“Why do you think she forgave you? Was it only because you saved Charlie?”
My eyes searched the floor for an answer other than the one I knew. The one Sam gave me that I just couldn’t accept.
“She never should have forgiven me.”
“Derek, I was there when she forgave you. I know what she said.”
It had been during a session with just Sam and me. Jack didn’t need to hear everything we talked about, and even Jack agreed. He understood we had some shit to work out. I didn’t doubt for a second that Sam told him everything, though.
“I forgive you, Derek,” Sam said, tears running down her cheeks.
“I didn’t ask for forgiveness, Sam. I don’t deserve it.”
We sat on the couch next to each other as Haizley guided the conversation with vague questions. It was what she did during my private sessions, too. It was fucking infuriating that she wouldn’t just tell me the answers.

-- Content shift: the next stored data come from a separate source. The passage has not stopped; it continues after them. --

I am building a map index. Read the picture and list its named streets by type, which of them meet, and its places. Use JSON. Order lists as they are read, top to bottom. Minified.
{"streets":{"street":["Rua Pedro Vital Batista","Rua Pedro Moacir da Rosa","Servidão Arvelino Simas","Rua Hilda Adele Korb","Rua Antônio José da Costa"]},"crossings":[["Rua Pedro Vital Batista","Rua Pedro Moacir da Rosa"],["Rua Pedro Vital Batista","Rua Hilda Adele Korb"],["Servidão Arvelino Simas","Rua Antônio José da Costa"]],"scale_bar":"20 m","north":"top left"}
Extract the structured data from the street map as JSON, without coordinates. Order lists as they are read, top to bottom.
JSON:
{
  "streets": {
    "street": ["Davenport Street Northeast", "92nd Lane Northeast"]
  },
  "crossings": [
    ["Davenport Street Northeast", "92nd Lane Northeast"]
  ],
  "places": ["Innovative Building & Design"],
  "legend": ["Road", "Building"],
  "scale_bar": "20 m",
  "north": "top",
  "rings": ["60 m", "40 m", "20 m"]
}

I had to work them out on my own, she said. That was how you learned, she said.
“The man who hurt me wasn’t the man I knew. The man I fell in love with. You’re a good man who did a bad thing, Derek. That doesn’t make you a bad man.”
I hadn’t believed her then, and I still didn’t believe her now.
“Good men don’t do bad things to innocent women.”
“But Sam wasn’t innocent, was she? She cheated on you and tried to pass Charlie off as your daughter.”
“Are you blaming the fucking victim?” I growled.
“No, I am trying to get you to understand that we all do things in the heat of the moment when consumed with emotion. It doesn’t make us bad people.”
Her voice lowered at the end, and the way she’d said “us”made me wonder what she had done. I didn’t ask, knowing she wouldn’t tell me.
“Sam was innocent. I lied to her. I knew she wanted children, and I led her to believe I wanted them too because I was a selfish fucking prick.”
“You’re making excuses, Derek.”
“What the fuck are you talking about?”
Haizley blew out a frustrated breath, her shoulders sagging as she leaned back in her chair. She was always so professional, so carefully composed and unemotional, that seeing her react like this—seeing genuine frustration break through that therapist mask—made me think the end was coming. Any second now, she’d finally admit I was a lost cause and end these sessions. She’d tell me she couldn’t help me anymore, that I needed someone else, someone better equipped to deal with my particular brand of damage.
Only, I didn’t want them to end. I needed these sessions more than I cared to admit. Haizley gave me something I needed. A way to understand the patterns. The rage that lived in me didn’t come from nowhere. It had roots. My father’s fists, my mother’s silence—those things had built something in me brick by brick, blow by blow, year after silent year. Something dark and volatile I needed to control, not eliminate. Because it was a part of me now, woven into the fabric of who I was.
She was helping learn to control it. Helping me learn to trust myself. Trying to teach me how to forgive myself. She’d helped me to forgive my mother. That alone was worth everything.
“You’re making excuses for why you shouldn’t forgive yourself.”
“I don’t deserve fucking forgiveness,” I snapped.
Haizley sat back in her chair. “Let’s change the subject for now. Have you spoken to Frankie?”
“No.”
“Why not?”
“Why would I?” I countered.
“She’s your daughter.”
It was my turn to be frustrated. Haizley refused to understand the law. “She’s not my daughter. I gave up that right when I signed those papers.”